Quantitative comparisons of coal tar-induced mouse pulmonary tumors with transcriptomic-based pathway perturbations using predictive models of additivity

This work scrutinized the utility of transcriptomic data for evaluating different models of additivity to assess the toxicological properties of PAHs and PAH mixtures. Since the analyses are based on pathway perturbations related to carcinogenesis, the results have implications for the quantitative risk assessment of PAH-containing mixtures. To enhance the utility of transcriptomic profiling for quantitative risk assessment, we also compared the transcriptional BMD values with those for a relevant apical endpoint (e.g., coal tar-induced lung tumor incidence). The CT-Mix transcriptional BMDs for the cancer-related pathways (Table 1) observed here (ranging from 1.61 to 3.02 mg/kg-day) were similar to the Culp et al. (1998) lung tumor BMD value of 2.47 mg/kg-bw/day. Similarly, the BMDs for the cancer-related pathways generated by the IA model (ranging from 1.70 to 3.69 mg/kg-day) were also close to the lung tumor BMD value. It is important to note that the proportion of non-PAH content in the coal tar used in the Culp et al. (1998) study is not available and thus, it is difficult to accurately conclude if the observed carcinogenic responses in the feeding study are reflected in the transcriptomic responses. Moreover, the background of the B6C3F1 mouse strain used in the Culp et al. (1998) study differs from the background of the Muta™Mouse (BALB/C-DBA/2) used in this study. Despite of the stated differences, there was a high degree of concordance between the transcriptional and lung tumor BMD values. Thus, although based on only one PAH-containing mixture, the concordance between the predicted cancer-pathway BMDs and lung tumor BMDs suggests that this type of cancer-related pathway data predicted using the IA model of additivity involving the eight genotoxic-carcinogenic PAHs might be a useful screening tool for the initial estimation of a PAH-containing mixture’s cancer risk.

Conclusions

This study used transcriptomics-derived pathway perturbations induced by individual PAHs to evaluate the applicability of such data in deriving predictions of pathway perturbations for synthetic and complex mixtures of PAHs. We demonstrate a strategy that used pathway-level transcriptional data and conventional mathematical models to evaluate several approaches to predict the effects of PAH-containing mixtures. In contrast to the assumption of dose additivity that is commonly employed for PAH-containing mixtures (i.e., CA-based approach), our results imply that perturbations of toxicity pathways, some of which have been implicated in carcinogenesis, are best predicted by a model that assumes dissimilar modes of action for mixture components (i.e., IA-based approach). The median change in expression value for DEGs associated with perturbed pathways and dose–response analyses of the gene expression data for perturbed pathways were successfully incorporated into existing predictive models of additivity. The transcriptional BMDs generated using the mathematical models of additivity resulted in values consistent with lung tumor development induced by coal tar (BMD: 2.5 mg/kg-bw/day; BMDL: 1.5 mg/kg-bw/day). Since the pathway perturbations noted in our study are biologically linked to PAH-induced carcinogenesis, it is biologically plausible that the doses at which these pathways are affected might approximate the dose at which adverse outcome would be expected. As the public repository of genomics datasets for individual chemicals is populated, and the underlying mechanisms of toxicity are revealed, these types of data can be used for prioritizing mixtures for further toxicity testing.

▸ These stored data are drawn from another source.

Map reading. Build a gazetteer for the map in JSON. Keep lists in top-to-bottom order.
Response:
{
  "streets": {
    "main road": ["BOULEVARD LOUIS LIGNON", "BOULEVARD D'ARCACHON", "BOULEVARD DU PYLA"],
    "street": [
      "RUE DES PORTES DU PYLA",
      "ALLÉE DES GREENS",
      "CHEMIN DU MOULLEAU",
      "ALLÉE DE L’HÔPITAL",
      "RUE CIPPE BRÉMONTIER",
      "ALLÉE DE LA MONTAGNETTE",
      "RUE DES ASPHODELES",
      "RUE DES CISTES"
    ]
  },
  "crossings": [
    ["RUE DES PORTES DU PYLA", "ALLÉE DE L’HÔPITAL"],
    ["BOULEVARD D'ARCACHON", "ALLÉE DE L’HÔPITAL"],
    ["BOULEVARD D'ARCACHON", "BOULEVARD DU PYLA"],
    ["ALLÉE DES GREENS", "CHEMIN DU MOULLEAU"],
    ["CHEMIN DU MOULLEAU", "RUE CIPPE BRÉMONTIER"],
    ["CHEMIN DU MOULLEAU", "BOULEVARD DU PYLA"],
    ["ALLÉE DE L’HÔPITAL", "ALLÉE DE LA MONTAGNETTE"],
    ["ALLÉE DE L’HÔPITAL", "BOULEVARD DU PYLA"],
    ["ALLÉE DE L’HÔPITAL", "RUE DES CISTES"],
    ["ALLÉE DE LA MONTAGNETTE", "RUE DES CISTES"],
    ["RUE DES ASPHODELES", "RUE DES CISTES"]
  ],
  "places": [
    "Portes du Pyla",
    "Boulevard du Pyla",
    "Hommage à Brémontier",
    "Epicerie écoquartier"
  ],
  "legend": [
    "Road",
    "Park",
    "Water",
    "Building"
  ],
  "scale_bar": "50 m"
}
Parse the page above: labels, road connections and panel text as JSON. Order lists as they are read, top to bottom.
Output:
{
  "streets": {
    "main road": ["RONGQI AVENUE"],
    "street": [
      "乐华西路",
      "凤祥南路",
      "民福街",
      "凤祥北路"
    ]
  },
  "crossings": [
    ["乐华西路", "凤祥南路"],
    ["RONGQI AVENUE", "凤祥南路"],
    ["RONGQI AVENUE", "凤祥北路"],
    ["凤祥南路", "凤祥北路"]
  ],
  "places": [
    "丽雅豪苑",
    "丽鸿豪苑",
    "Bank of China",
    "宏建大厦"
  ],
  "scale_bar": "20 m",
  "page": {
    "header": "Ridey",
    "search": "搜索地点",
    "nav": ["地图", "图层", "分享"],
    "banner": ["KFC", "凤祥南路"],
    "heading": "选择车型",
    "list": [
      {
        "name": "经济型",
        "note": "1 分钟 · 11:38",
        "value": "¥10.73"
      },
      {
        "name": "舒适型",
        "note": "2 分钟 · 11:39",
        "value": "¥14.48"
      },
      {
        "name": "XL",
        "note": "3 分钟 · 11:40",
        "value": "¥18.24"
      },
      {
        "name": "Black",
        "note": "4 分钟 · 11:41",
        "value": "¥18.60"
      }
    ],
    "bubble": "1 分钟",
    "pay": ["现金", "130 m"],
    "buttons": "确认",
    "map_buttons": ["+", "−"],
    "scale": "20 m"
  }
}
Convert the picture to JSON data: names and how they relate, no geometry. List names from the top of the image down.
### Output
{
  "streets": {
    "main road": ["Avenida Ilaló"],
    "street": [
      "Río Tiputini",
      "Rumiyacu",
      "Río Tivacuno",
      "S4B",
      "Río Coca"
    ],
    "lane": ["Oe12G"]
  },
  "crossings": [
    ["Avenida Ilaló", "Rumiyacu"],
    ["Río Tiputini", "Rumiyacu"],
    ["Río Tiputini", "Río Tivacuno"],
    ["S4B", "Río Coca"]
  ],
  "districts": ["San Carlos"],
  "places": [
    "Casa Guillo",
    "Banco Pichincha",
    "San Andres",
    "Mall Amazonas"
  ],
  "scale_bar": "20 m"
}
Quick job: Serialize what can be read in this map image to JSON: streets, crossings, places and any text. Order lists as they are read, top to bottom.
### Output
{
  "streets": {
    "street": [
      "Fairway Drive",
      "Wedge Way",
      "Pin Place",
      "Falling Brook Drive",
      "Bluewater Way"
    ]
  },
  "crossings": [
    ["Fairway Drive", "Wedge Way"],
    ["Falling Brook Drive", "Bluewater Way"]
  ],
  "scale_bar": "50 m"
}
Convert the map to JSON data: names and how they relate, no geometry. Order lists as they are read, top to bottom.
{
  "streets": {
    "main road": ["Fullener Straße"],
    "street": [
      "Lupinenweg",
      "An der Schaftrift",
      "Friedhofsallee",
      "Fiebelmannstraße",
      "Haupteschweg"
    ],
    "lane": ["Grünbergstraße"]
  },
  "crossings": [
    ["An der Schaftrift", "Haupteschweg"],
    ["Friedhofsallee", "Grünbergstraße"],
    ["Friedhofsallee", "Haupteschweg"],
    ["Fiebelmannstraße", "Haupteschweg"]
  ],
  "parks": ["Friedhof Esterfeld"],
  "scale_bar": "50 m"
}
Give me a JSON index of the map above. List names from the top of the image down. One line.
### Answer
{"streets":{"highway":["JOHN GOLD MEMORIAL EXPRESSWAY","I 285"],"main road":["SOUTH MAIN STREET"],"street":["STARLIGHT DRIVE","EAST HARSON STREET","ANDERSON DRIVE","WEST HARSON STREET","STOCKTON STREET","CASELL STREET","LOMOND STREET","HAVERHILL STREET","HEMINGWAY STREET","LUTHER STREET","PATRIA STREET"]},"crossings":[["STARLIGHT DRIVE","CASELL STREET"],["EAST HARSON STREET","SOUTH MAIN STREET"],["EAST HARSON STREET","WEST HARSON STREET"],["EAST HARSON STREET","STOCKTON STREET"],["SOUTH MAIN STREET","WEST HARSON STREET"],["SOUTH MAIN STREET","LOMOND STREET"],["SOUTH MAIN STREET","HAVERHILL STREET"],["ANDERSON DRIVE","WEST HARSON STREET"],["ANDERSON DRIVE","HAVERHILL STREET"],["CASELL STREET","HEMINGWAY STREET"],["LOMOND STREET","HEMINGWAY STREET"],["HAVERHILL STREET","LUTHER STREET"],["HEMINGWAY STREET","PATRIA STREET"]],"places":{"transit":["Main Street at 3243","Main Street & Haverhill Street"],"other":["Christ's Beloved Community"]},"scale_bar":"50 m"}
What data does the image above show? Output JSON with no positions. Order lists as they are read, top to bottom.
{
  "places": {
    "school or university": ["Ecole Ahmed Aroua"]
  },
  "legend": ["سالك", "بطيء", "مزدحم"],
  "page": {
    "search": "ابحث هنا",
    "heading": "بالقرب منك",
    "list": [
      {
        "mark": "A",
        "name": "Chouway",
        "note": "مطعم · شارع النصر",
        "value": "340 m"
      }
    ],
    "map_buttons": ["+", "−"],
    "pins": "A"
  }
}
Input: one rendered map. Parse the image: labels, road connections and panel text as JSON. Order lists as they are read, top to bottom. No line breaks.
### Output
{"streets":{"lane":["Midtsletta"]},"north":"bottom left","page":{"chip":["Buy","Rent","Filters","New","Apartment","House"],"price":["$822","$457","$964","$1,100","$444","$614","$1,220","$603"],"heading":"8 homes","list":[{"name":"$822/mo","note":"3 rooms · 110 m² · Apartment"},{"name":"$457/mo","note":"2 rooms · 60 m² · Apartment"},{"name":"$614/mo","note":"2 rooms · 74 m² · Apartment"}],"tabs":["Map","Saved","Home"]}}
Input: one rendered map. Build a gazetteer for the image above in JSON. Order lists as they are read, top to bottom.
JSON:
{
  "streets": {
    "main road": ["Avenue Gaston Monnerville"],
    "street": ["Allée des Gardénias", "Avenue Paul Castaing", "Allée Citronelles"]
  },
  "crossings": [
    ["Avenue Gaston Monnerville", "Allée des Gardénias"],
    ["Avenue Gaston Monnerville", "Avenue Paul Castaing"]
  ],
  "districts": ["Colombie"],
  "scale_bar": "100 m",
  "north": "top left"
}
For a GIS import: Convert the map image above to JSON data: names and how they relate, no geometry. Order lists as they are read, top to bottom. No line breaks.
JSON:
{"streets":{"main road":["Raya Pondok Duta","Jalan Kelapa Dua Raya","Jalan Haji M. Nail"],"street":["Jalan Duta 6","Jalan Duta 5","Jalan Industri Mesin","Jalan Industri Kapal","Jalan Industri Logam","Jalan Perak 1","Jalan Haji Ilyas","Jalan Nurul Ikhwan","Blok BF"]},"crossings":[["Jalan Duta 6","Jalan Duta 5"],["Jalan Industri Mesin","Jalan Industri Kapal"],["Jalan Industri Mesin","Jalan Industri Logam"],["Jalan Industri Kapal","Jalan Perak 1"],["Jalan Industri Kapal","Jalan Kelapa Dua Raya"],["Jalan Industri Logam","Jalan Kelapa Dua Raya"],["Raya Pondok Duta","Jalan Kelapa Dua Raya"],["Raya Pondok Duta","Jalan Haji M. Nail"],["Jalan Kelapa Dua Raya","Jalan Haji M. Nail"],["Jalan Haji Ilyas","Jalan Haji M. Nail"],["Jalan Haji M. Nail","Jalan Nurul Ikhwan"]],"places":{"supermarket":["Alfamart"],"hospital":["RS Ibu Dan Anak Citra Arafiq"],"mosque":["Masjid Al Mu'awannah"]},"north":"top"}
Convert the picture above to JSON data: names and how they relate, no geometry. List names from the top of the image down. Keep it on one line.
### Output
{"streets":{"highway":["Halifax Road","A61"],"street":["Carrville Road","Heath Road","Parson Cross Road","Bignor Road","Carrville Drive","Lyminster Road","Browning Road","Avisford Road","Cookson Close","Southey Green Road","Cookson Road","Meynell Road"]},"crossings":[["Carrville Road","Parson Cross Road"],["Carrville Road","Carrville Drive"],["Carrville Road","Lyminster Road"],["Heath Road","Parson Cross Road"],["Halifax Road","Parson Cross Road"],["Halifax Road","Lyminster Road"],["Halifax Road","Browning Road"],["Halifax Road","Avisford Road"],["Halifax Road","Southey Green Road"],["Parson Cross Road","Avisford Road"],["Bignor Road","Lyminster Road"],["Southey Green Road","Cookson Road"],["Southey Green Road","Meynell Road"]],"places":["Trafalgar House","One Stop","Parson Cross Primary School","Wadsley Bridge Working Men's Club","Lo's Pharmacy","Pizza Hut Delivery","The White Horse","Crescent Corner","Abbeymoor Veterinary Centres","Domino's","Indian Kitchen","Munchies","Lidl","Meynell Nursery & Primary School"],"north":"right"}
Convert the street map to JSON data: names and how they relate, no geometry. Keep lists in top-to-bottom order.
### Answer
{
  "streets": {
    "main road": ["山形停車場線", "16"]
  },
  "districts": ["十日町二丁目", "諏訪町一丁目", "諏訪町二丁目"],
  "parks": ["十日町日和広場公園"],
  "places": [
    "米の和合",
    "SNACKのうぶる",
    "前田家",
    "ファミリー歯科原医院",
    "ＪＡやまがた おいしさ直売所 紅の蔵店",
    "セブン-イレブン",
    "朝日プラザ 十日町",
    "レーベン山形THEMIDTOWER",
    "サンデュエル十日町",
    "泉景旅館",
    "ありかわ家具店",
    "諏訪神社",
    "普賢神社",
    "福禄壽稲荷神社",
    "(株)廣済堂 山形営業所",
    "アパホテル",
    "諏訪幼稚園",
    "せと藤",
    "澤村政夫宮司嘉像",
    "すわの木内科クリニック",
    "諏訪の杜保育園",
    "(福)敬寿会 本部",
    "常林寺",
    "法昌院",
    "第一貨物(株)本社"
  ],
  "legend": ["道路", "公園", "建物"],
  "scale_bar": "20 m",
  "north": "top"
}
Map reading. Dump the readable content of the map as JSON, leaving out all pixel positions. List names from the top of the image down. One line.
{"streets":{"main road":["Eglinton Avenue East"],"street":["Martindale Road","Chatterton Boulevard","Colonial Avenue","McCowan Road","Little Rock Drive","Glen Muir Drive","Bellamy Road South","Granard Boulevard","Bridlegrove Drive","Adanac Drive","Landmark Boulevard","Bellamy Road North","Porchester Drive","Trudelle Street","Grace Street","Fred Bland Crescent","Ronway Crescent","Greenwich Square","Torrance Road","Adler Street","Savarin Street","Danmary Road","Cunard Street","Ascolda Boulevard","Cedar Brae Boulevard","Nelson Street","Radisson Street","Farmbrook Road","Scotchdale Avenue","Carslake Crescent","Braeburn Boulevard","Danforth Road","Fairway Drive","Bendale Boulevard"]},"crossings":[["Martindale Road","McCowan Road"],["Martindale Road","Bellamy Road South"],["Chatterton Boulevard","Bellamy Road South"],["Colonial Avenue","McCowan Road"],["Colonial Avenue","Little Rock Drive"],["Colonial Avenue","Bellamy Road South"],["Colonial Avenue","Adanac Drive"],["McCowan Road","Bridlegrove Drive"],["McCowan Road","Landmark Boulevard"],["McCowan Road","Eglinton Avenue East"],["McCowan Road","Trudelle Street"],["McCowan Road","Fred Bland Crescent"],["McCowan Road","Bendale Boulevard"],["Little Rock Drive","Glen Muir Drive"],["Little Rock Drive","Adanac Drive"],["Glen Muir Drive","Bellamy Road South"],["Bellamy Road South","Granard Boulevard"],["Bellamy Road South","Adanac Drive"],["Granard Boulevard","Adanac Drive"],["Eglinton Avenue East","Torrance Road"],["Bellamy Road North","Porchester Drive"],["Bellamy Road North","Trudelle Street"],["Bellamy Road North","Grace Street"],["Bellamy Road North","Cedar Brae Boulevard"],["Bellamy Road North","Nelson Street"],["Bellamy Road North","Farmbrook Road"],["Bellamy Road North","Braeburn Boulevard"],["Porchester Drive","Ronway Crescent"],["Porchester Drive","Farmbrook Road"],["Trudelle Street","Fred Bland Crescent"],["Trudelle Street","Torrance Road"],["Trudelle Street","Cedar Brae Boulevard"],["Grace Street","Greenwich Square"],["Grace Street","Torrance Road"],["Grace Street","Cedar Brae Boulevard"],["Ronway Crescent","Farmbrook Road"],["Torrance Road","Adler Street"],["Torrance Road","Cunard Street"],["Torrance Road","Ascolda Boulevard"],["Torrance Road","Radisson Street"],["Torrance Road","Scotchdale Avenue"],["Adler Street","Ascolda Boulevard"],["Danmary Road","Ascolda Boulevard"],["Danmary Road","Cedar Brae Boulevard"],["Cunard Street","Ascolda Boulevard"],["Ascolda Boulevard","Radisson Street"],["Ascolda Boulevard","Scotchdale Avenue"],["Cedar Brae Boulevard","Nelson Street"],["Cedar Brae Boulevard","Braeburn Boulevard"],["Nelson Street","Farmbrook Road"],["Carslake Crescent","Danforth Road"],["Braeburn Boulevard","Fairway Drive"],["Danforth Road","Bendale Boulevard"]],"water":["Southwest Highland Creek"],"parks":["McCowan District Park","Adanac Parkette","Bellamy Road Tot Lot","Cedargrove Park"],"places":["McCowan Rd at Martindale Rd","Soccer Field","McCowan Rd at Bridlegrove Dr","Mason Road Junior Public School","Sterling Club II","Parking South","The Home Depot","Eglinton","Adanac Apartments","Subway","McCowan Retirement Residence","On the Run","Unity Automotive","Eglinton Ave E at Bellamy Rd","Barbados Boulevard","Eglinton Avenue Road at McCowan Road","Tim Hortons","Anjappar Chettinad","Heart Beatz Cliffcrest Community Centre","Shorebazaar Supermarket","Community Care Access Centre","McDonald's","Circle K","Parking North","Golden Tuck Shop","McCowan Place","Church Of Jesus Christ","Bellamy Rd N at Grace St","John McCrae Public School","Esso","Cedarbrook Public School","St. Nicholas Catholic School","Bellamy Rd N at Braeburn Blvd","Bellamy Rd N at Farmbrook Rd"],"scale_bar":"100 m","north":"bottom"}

Our comparisons of observed and predicted responses under different additive models indicate that CA, which is traditionally used for risk assessment of PAH mixtures, over-estimates the responses compared to what is actually observed. This suggests that the traditional additive paradigm, which employs CA and PEFs to determine the effective amount of a reference compound (e.g., BaP), may yield conservative risk estimates. Additional work examining other PAH mixtures would be required to validate this conclusion.